NEW YORK – Lion TCR on Thursday said the US Food and Drug Administration has cleared an investigational new drug application for its autologous T-cell receptor therapy LioCyx-M004 for certain liver cancer patients allowing for the start of a Phase Ib/II trial.

Lion will now begin evaluating the therapy for advanced hepatitis B virus (HBV)-related hepatocellular carcinoma, which comprises roughly 80 to 90 percent of HCC in China. Within the study, Singapore-based Lion plans to evaluate LioCyx-M004 as a monotherapy and in combination with lenvatinib (Eisai's Lenvima), which is an established first-line HCC treatment. Lion believes LioCyx-M004 could improve immunogenicity in patients with immunosuppressive tumor microenvironments and improve their outcomes on immunotherapy.

The autologous therapy involves harvesting T cells from HCC patients, transfecting them with mRNA encoding HBV antigen-specific T-cell receptors, and reinfusing them as treatment. LioCyx-M004 has already been evaluated in a Phase I study in primary HBV-related HCC, in which the treatment was well tolerated, the disease control rate was 60 percent, the median duration of response was 27.7 months, and the median overall survival was 33.1 months.

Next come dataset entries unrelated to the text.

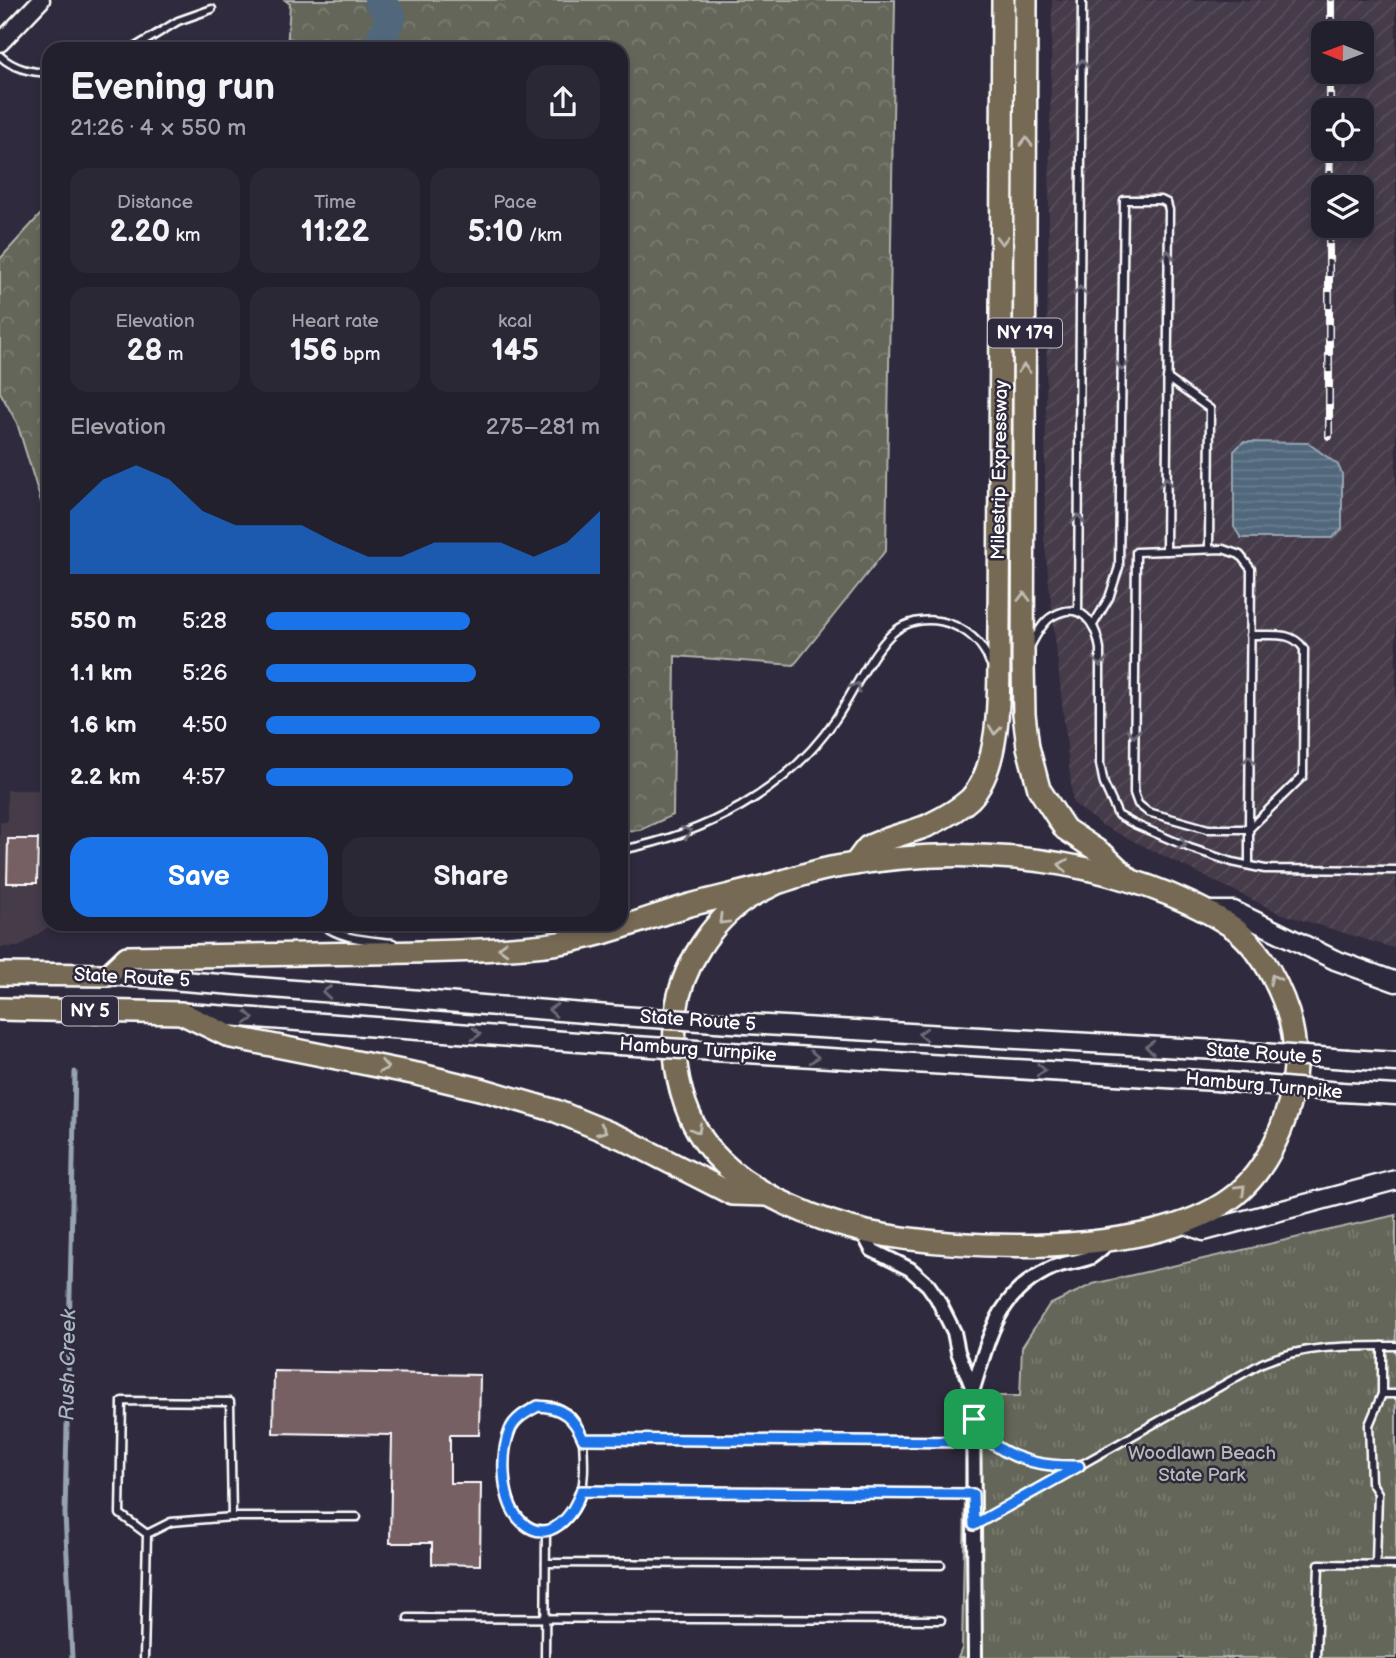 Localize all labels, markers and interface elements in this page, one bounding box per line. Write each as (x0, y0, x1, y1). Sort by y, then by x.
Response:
north arrow (1311, 21, 1374, 84)
map controls (1311, 21, 1374, 238)
one-way arrow (1074, 58, 1090, 69)
text: Evening run (70, 65, 275, 110)
button: share (526, 65, 600, 139)
button: locate (1311, 98, 1374, 161)
text: 21:26 · 4 × 550 m (70, 114, 246, 142)
one-way arrow (1018, 136, 1034, 147)
button: layers (1311, 175, 1374, 238)
text: Distance (117, 191, 193, 214)
text: Time (314, 191, 356, 214)
text: Pace (493, 191, 537, 214)
text: 2.20 (110, 214, 170, 250)
text: 11:22 (301, 214, 369, 250)
text: 5:10 (468, 214, 524, 250)
text: km (170, 224, 200, 247)
text: /km (524, 224, 562, 247)
one-way arrow (994, 235, 1010, 245)
one-way arrow (1161, 249, 1176, 260)
one-way arrow (1072, 286, 1088, 296)
text: Elevation (115, 310, 195, 333)
text: Heart rate (291, 310, 379, 333)
text: kcal (498, 310, 532, 333)
road number: NY 179 (988, 318, 1062, 348)
text: 28 (127, 333, 163, 369)
text: 156 (290, 333, 338, 369)
text: 145 (491, 333, 539, 369)
text: m (163, 343, 183, 366)
text: bpm (338, 343, 380, 366)
one-way arrow (1114, 362, 1130, 372)
one-way arrow (1017, 364, 1032, 375)
street label: Milestrip Expressway (987, 380, 1013, 560)
text: Elevation (70, 413, 166, 441)
text: 275–281 m (486, 413, 600, 441)
one-way arrow (1158, 477, 1174, 487)
one-way arrow (1071, 513, 1086, 524)
one-way arrow (1016, 591, 1032, 602)
text: 550 m (70, 607, 137, 635)
text: 5:28 (182, 607, 227, 635)
one-way arrow (1092, 657, 1108, 668)
text: 1.1 km (70, 659, 132, 687)
text: 5:26 (182, 659, 227, 687)
one-way arrow (847, 682, 860, 695)
text: 1.6 km (70, 711, 137, 739)
text: 4:50 (182, 711, 227, 739)
one-way arrow (987, 724, 1002, 736)
one-way arrow (1127, 728, 1142, 739)
one-way arrow (1241, 755, 1257, 765)
text: 2.2 km (70, 763, 141, 791)
text: 4:57 (182, 763, 225, 791)
one-way arrow (680, 826, 692, 840)
one-way arrow (1176, 836, 1188, 850)
button: Save (70, 837, 328, 917)
button: Share (342, 837, 600, 917)
one-way arrow (1057, 858, 1069, 873)
one-way arrow (719, 912, 732, 925)
one-way arrow (497, 941, 508, 956)
street label: State Route 5 (73, 963, 191, 993)
one-way arrow (1268, 974, 1282, 986)
one-way arrow (321, 985, 332, 1000)
road number: NY 5 (62, 996, 118, 1026)
one-way arrow (548, 1003, 559, 1018)
street label: State Route 5 (639, 1005, 757, 1037)
one-way arrow (244, 1010, 255, 1025)
one-way arrow (471, 1026, 482, 1041)
one-way arrow (917, 1027, 928, 1042)
street label: Hamburg Turnpike (619, 1033, 777, 1067)
street label: State Route 5 (1205, 1038, 1323, 1070)
one-way arrow (1145, 1039, 1156, 1054)
one-way arrow (809, 1049, 820, 1064)
one-way arrow (378, 1059, 390, 1074)
one-way arrow (1036, 1063, 1047, 1078)
street label: Hamburg Turnpike (1185, 1068, 1343, 1104)
one-way arrow (596, 1121, 608, 1135)
one-way arrow (689, 1122, 702, 1135)
one-way arrow (1233, 1184, 1246, 1197)
water label: Rush Creek (55, 1308, 81, 1421)
pin (944, 1389, 1004, 1449)
icon: arrive (955, 1400, 993, 1438)
park label: Woodlawn Beach State Park (1128, 1442, 1276, 1487) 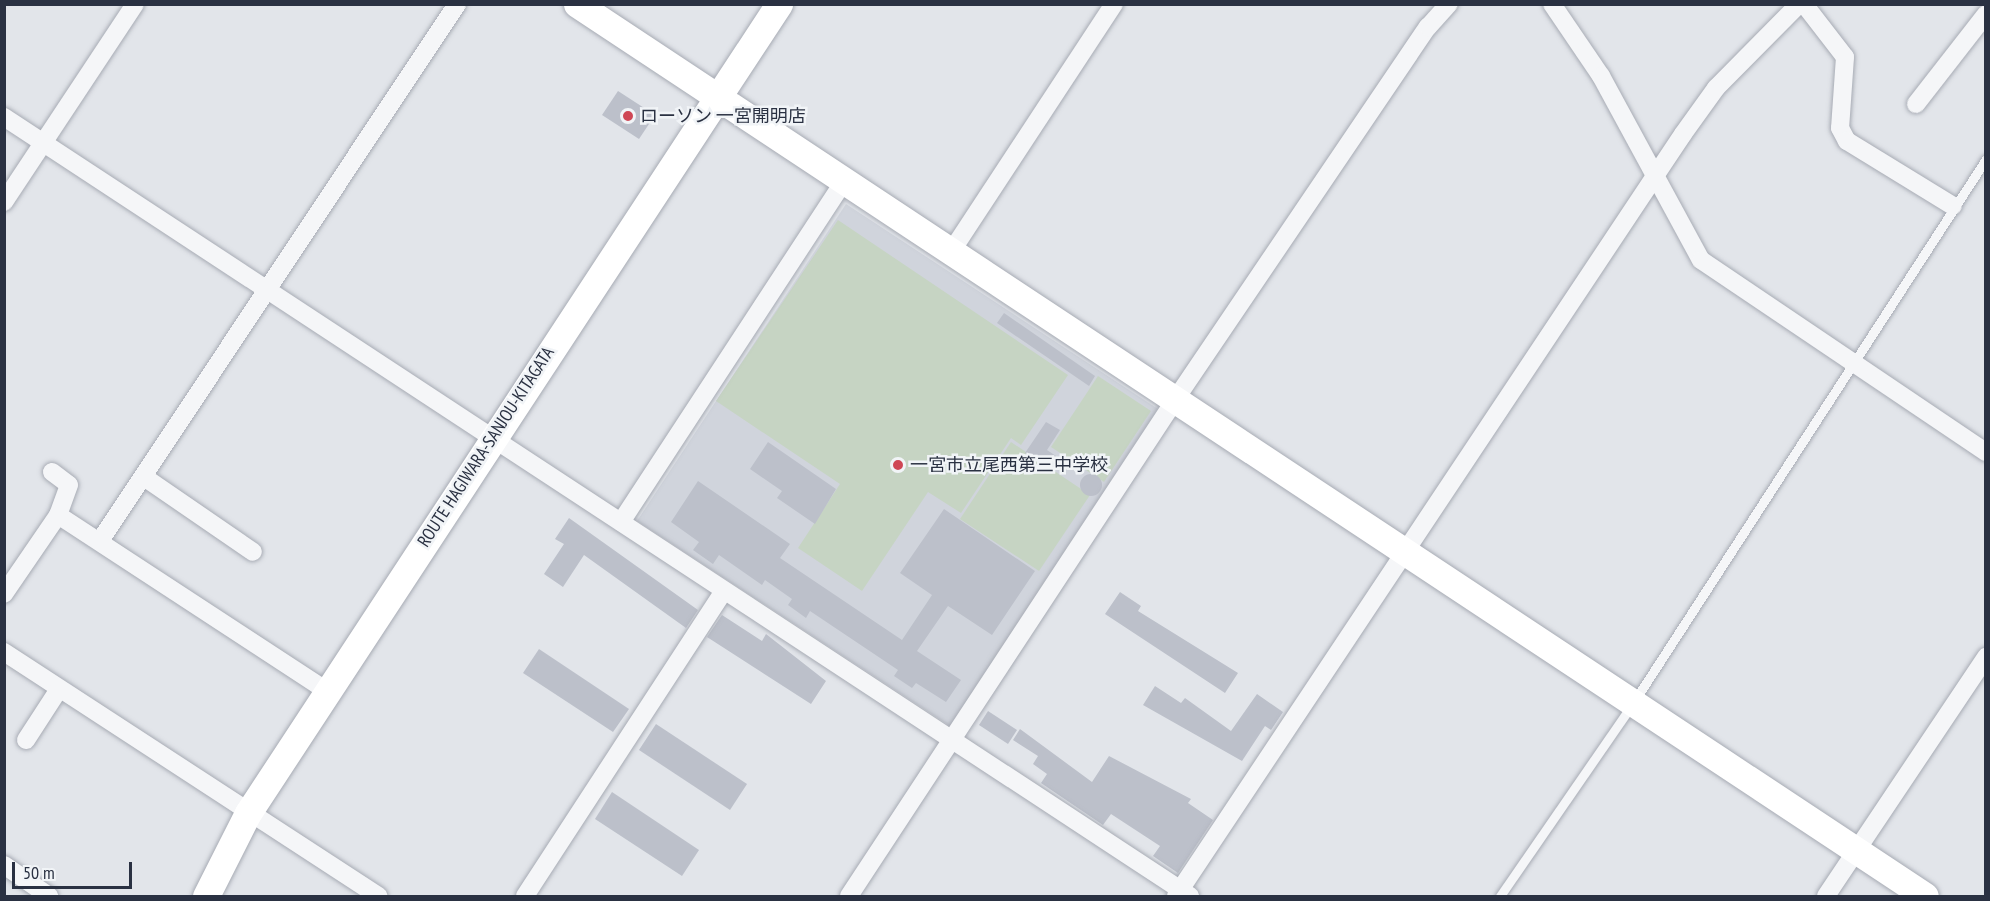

According to Tina Tingting Wang, Lion's chief operating officer and chief medical officer, patient recruitment for the upcoming study will begin at the City of Hope Comprehensive Cancer Center.

"LioCyx-M004, with its unique mechanism of action and its excellent safety profile and radiological tumor response, has the potential to become a first-in-class TCR T-cell therapy for HCC," Wang said. "We also have a strong scientific rationale for the use of our TCR-T therapy in combination with other therapies to extend its effectiveness."